Les obsèques d'Armand Frémont, professeur de géographie, professeur de Normandie eurent lieu vendredi 8 mars 2019. L’autoradio m’apprend que ce vendredi était aussi la journée internationale de la femme. Il est4 heures de l’après-midi.L’église de Saint- Martin- de- Francheville, est une église rousse et rugueuse plantée au milieu de son village rural, chargée d’histoire avec des pierres de fondation qui ont connu le temps où la Normandie des ducs se disait au féminin.

Venant du périphérique de Caen saturé par les premiers départs des Parisiens en week-end, après deux heures de route sur les départementales désertées du Pays d'Auge et du Pays d'Ouche, en tournant sur des hauteurs où les éoliennes le disputent désormais aux clochers, je garai ma Clio diesel estate dont le moteur est fabriqué à l'usine de Cléon près d'Elbeuf, au chevet de l'église de Francheville, c'est- à- dire, devant l'ancienne école laïque. En face, vers l'Occident, devant le vénérable clocher couronné d'ardoises, se trouve la maison commune avec les mots "Liberté, Egalité, Fraternité" inscrits juste en dessous de la gouttière.

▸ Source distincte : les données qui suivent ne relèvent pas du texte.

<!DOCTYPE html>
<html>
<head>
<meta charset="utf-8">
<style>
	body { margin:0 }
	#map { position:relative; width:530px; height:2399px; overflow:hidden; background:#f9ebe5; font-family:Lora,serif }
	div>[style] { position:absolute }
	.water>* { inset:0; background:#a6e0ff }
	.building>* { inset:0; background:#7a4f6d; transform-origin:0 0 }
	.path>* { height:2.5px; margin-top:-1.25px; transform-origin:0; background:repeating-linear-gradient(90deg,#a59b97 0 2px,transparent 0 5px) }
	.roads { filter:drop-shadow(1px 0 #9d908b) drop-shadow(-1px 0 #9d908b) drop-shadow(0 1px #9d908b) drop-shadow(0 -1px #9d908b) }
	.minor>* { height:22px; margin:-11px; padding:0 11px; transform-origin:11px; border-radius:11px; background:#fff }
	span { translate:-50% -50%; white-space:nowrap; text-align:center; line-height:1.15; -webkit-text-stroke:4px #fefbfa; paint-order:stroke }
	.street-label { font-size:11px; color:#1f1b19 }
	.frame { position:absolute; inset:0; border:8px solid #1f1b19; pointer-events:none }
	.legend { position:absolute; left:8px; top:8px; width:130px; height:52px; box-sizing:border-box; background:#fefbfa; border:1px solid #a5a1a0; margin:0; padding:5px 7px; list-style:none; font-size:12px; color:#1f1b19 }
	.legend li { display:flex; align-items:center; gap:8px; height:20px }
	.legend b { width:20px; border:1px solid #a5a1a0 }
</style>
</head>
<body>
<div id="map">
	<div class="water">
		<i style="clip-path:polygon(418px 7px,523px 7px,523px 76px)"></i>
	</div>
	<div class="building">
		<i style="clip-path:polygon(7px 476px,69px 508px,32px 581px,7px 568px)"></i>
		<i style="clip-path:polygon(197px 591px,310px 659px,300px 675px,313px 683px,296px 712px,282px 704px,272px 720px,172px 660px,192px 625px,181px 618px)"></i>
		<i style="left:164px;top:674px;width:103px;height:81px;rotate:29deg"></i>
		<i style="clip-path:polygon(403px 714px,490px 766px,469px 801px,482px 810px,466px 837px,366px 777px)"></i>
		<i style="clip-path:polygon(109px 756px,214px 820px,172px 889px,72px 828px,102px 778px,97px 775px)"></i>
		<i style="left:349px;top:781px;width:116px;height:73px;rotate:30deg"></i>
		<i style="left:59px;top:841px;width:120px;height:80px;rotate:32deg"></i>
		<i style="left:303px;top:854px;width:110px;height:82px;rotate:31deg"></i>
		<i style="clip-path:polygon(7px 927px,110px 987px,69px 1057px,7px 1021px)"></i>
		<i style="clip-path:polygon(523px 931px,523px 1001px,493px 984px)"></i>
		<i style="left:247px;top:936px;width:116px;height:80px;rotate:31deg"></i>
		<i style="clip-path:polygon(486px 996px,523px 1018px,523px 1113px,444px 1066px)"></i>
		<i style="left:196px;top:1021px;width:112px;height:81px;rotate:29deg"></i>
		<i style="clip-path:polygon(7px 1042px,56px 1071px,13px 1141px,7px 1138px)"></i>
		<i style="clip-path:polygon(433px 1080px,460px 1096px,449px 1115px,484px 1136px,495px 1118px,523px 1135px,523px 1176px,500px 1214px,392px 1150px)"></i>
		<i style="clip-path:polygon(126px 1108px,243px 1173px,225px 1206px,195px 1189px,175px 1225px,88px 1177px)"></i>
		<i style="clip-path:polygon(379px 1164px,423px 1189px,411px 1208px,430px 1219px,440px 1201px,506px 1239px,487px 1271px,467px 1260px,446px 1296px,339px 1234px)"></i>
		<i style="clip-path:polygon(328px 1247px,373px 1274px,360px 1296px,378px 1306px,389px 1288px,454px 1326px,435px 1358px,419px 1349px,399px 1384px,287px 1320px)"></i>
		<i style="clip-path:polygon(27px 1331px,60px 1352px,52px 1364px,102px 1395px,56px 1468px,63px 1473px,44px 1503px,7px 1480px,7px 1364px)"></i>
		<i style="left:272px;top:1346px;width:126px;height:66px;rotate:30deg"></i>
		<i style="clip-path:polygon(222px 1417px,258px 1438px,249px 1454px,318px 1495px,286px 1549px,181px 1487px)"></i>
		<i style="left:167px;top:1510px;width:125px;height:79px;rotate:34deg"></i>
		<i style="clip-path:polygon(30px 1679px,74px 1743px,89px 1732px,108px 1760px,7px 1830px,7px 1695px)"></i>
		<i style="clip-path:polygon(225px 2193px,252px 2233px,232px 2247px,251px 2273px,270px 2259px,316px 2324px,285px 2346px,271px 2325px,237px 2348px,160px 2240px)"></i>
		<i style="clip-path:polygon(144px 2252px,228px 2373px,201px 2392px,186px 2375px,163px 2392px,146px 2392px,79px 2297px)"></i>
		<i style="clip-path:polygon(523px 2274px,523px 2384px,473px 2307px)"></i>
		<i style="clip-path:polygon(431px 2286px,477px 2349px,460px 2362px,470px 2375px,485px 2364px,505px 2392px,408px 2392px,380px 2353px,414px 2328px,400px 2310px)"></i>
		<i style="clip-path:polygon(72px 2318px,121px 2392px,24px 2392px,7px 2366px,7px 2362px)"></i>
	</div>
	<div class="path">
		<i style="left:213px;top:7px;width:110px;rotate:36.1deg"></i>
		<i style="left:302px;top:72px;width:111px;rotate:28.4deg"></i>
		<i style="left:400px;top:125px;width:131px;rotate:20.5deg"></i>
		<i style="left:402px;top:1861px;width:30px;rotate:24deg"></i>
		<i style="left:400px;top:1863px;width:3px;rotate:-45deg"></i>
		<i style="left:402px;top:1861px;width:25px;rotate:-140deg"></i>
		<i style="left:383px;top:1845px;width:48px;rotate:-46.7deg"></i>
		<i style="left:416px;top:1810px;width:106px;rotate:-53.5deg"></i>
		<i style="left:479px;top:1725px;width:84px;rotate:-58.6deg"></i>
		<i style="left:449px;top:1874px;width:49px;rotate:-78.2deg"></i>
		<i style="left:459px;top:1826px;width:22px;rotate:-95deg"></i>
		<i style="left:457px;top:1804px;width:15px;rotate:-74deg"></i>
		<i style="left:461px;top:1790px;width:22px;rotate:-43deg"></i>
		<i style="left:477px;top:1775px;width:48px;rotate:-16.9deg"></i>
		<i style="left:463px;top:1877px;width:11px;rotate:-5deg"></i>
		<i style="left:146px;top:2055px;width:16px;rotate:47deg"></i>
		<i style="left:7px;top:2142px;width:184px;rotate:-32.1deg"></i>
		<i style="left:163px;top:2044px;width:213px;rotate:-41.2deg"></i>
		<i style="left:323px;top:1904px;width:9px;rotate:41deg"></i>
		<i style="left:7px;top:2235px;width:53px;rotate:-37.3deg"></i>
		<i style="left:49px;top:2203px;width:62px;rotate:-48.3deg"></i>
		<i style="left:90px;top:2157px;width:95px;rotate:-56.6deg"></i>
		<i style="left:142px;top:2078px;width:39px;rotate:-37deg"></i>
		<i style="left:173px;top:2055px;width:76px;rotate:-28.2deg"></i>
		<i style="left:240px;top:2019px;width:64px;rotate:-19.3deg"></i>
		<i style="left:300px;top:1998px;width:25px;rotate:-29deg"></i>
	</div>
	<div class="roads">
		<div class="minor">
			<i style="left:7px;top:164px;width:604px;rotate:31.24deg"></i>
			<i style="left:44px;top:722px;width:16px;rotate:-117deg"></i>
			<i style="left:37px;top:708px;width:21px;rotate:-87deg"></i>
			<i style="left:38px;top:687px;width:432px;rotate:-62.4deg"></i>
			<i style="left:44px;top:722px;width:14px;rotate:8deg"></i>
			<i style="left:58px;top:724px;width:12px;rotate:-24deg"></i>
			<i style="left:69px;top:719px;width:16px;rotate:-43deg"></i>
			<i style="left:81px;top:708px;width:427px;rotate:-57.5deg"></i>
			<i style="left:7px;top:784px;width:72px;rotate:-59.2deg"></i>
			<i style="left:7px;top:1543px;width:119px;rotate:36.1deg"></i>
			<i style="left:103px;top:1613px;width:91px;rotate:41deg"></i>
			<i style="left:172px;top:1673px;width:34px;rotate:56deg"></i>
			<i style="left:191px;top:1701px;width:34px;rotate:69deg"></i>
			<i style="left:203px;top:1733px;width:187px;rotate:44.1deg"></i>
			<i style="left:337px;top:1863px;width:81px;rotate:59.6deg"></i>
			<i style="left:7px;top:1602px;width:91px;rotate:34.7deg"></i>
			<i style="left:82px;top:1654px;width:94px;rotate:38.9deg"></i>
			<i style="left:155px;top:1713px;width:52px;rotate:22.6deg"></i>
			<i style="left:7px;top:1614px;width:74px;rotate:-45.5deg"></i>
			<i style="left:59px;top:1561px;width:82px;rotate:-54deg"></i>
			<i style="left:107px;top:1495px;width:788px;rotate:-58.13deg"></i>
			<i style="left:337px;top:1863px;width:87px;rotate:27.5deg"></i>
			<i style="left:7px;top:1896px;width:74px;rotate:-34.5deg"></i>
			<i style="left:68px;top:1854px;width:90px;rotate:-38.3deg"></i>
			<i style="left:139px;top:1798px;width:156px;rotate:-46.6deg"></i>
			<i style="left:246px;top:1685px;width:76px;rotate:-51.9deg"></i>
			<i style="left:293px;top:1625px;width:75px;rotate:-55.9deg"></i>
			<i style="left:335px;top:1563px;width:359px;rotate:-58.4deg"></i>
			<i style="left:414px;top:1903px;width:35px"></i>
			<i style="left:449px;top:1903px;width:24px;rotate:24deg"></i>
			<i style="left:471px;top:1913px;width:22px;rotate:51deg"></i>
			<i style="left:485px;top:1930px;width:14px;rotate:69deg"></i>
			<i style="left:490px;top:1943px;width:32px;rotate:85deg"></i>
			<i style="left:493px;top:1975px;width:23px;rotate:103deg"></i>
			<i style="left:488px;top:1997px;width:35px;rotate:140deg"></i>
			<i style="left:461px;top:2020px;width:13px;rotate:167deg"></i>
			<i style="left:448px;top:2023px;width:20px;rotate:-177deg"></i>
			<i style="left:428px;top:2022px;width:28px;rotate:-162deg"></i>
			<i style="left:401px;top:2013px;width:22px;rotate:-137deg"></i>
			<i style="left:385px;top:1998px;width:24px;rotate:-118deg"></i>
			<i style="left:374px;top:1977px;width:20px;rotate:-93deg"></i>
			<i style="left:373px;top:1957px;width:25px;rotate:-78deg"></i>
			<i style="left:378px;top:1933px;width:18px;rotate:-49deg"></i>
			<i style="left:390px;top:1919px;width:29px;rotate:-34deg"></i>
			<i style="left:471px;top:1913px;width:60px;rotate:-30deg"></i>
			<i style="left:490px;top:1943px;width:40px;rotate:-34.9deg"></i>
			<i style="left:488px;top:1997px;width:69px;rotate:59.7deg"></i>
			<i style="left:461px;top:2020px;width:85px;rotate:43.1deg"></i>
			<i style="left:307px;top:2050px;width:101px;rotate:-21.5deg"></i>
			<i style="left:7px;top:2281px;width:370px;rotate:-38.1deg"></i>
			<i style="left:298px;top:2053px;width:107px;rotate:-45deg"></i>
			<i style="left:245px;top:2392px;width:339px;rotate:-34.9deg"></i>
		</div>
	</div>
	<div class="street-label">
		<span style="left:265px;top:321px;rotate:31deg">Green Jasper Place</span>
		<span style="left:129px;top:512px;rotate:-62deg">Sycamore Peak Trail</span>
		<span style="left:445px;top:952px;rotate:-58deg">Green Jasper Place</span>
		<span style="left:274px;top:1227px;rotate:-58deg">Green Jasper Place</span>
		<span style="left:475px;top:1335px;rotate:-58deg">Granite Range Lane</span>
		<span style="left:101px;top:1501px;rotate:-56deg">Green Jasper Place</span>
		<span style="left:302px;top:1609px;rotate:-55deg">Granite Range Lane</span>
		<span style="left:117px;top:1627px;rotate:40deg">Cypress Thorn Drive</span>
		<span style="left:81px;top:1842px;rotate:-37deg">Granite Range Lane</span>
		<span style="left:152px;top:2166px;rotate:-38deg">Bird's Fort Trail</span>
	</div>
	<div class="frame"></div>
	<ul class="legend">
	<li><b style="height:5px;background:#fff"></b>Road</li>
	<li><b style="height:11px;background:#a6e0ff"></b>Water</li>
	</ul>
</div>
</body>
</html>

La place du village est celle de l'église. C'est un parking autour duquel se pressent de petites maisons aux toits de tuile et aux volets blancs quand ils n'ont pas encore été remplacés par des volets roulants en PVC de la même couleur.

Au milieu des voitures, les personnes qui savaient pourquoi elles étaient là commencèrent à se rassembler. Je remarquai là une voiture accidentée de couleur blanche et à laquelle il manquait la roue avant-droite:elle était immatriculée à Paris... J’ai pensé aussitôt à une leçon de géographie que l'on pourrait faire avec le concept d'espace vécu cher à Armand Frémont.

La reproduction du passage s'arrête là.